Every line of the listing must be repeated in the answer without alteration.

━━━━━ Supplied data

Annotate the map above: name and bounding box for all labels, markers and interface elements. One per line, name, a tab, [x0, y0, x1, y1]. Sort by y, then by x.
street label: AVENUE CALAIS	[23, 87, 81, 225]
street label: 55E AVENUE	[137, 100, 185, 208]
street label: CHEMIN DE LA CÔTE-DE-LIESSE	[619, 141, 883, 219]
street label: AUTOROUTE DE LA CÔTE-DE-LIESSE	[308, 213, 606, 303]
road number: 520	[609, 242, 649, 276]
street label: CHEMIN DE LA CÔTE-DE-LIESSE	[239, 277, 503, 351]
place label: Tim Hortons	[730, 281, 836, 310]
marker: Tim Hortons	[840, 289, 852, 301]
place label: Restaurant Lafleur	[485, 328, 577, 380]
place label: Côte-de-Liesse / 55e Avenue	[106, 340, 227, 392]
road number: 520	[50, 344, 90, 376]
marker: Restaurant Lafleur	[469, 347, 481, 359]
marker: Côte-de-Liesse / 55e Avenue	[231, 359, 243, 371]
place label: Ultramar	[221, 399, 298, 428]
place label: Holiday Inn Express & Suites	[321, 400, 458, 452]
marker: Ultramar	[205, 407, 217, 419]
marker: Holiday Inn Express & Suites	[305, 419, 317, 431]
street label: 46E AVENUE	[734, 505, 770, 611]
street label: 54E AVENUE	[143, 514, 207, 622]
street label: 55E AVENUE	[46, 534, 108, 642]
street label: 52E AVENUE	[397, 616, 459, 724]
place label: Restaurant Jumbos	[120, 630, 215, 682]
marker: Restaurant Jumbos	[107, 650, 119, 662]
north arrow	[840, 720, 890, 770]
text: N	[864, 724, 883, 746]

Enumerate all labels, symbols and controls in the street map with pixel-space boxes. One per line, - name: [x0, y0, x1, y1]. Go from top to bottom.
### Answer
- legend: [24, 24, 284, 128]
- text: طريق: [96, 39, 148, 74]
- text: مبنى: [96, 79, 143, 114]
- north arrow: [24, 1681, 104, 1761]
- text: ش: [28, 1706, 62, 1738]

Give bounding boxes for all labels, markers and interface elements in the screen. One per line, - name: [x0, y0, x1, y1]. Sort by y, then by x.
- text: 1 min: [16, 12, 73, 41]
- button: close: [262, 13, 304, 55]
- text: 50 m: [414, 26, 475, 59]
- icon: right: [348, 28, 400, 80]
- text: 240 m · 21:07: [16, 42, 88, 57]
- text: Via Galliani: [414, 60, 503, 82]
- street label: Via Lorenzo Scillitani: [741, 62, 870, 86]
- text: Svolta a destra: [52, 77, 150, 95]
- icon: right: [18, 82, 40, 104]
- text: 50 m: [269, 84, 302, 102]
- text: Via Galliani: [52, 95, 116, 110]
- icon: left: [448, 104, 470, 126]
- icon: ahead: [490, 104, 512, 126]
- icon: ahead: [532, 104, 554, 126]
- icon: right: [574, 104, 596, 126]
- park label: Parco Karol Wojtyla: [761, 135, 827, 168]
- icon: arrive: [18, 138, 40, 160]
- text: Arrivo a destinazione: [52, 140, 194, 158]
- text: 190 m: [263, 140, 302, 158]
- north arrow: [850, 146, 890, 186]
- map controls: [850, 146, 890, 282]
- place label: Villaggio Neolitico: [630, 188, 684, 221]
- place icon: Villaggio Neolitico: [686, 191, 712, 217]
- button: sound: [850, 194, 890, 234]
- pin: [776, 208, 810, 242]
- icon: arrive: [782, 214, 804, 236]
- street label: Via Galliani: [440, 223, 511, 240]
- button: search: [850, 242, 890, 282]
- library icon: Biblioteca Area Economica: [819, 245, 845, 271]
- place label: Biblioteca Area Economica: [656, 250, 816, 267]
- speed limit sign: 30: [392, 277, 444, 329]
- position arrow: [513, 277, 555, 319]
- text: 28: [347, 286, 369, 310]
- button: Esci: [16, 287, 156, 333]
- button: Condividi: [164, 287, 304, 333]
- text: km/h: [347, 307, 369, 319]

━━━━━━━━━━

*Result of this exercise:*
Annotate the map above: name and bounding box for all labels, markers and interface elements. One per line, name, a tab, [x0, y0, x1, y1]. Sort by y, then by x.
street label: AVENUE CALAIS	[23, 87, 81, 225]
street label: 55E AVENUE	[137, 100, 185, 208]
street label: CHEMIN DE LA CÔTE-DE-LIESSE	[619, 141, 883, 219]
street label: AUTOROUTE DE LA CÔTE-DE-LIESSE	[308, 213, 606, 303]
road number: 520	[609, 242, 649, 276]
street label: CHEMIN DE LA CÔTE-DE-LIESSE	[239, 277, 503, 351]
place label: Tim Hortons	[730, 281, 836, 310]
marker: Tim Hortons	[840, 289, 852, 301]
place label: Restaurant Lafleur	[485, 328, 577, 380]
place label: Côte-de-Liesse / 55e Avenue	[106, 340, 227, 392]
road number: 520	[50, 344, 90, 376]
marker: Restaurant Lafleur	[469, 347, 481, 359]
marker: Côte-de-Liesse / 55e Avenue	[231, 359, 243, 371]
place label: Ultramar	[221, 399, 298, 428]
place label: Holiday Inn Express & Suites	[321, 400, 458, 452]
marker: Ultramar	[205, 407, 217, 419]
marker: Holiday Inn Express & Suites	[305, 419, 317, 431]
street label: 46E AVENUE	[734, 505, 770, 611]
street label: 54E AVENUE	[143, 514, 207, 622]
street label: 55E AVENUE	[46, 534, 108, 642]
street label: 52E AVENUE	[397, 616, 459, 724]
place label: Restaurant Jumbos	[120, 630, 215, 682]
marker: Restaurant Jumbos	[107, 650, 119, 662]
north arrow	[840, 720, 890, 770]
text: N	[864, 724, 883, 746]

Enumerate all labels, symbols and controls in the street map with pixel-space boxes. One per line, - name: [x0, y0, x1, y1]. Go from top to bottom.
### Answer
- legend: [24, 24, 284, 128]
- text: طريق: [96, 39, 148, 74]
- text: مبنى: [96, 79, 143, 114]
- north arrow: [24, 1681, 104, 1761]
- text: ش: [28, 1706, 62, 1738]

Give bounding boxes for all labels, markers and interface elements in the screen. One per line, - name: [x0, y0, x1, y1]. Sort by y, then by x.
- text: 1 min: [16, 12, 73, 41]
- button: close: [262, 13, 304, 55]
- text: 50 m: [414, 26, 475, 59]
- icon: right: [348, 28, 400, 80]
- text: 240 m · 21:07: [16, 42, 88, 57]
- text: Via Galliani: [414, 60, 503, 82]
- street label: Via Lorenzo Scillitani: [741, 62, 870, 86]
- text: Svolta a destra: [52, 77, 150, 95]
- icon: right: [18, 82, 40, 104]
- text: 50 m: [269, 84, 302, 102]
- text: Via Galliani: [52, 95, 116, 110]
- icon: left: [448, 104, 470, 126]
- icon: ahead: [490, 104, 512, 126]
- icon: ahead: [532, 104, 554, 126]
- icon: right: [574, 104, 596, 126]
- park label: Parco Karol Wojtyla: [761, 135, 827, 168]
- icon: arrive: [18, 138, 40, 160]
- text: Arrivo a destinazione: [52, 140, 194, 158]
- text: 190 m: [263, 140, 302, 158]
- north arrow: [850, 146, 890, 186]
- map controls: [850, 146, 890, 282]
- place label: Villaggio Neolitico: [630, 188, 684, 221]
- place icon: Villaggio Neolitico: [686, 191, 712, 217]
- button: sound: [850, 194, 890, 234]
- pin: [776, 208, 810, 242]
- icon: arrive: [782, 214, 804, 236]
- street label: Via Galliani: [440, 223, 511, 240]
- button: search: [850, 242, 890, 282]
- library icon: Biblioteca Area Economica: [819, 245, 845, 271]
- place label: Biblioteca Area Economica: [656, 250, 816, 267]
- speed limit sign: 30: [392, 277, 444, 329]
- position arrow: [513, 277, 555, 319]
- text: 28: [347, 286, 369, 310]
- button: Esci: [16, 287, 156, 333]
- button: Condividi: [164, 287, 304, 333]
- text: km/h: [347, 307, 369, 319]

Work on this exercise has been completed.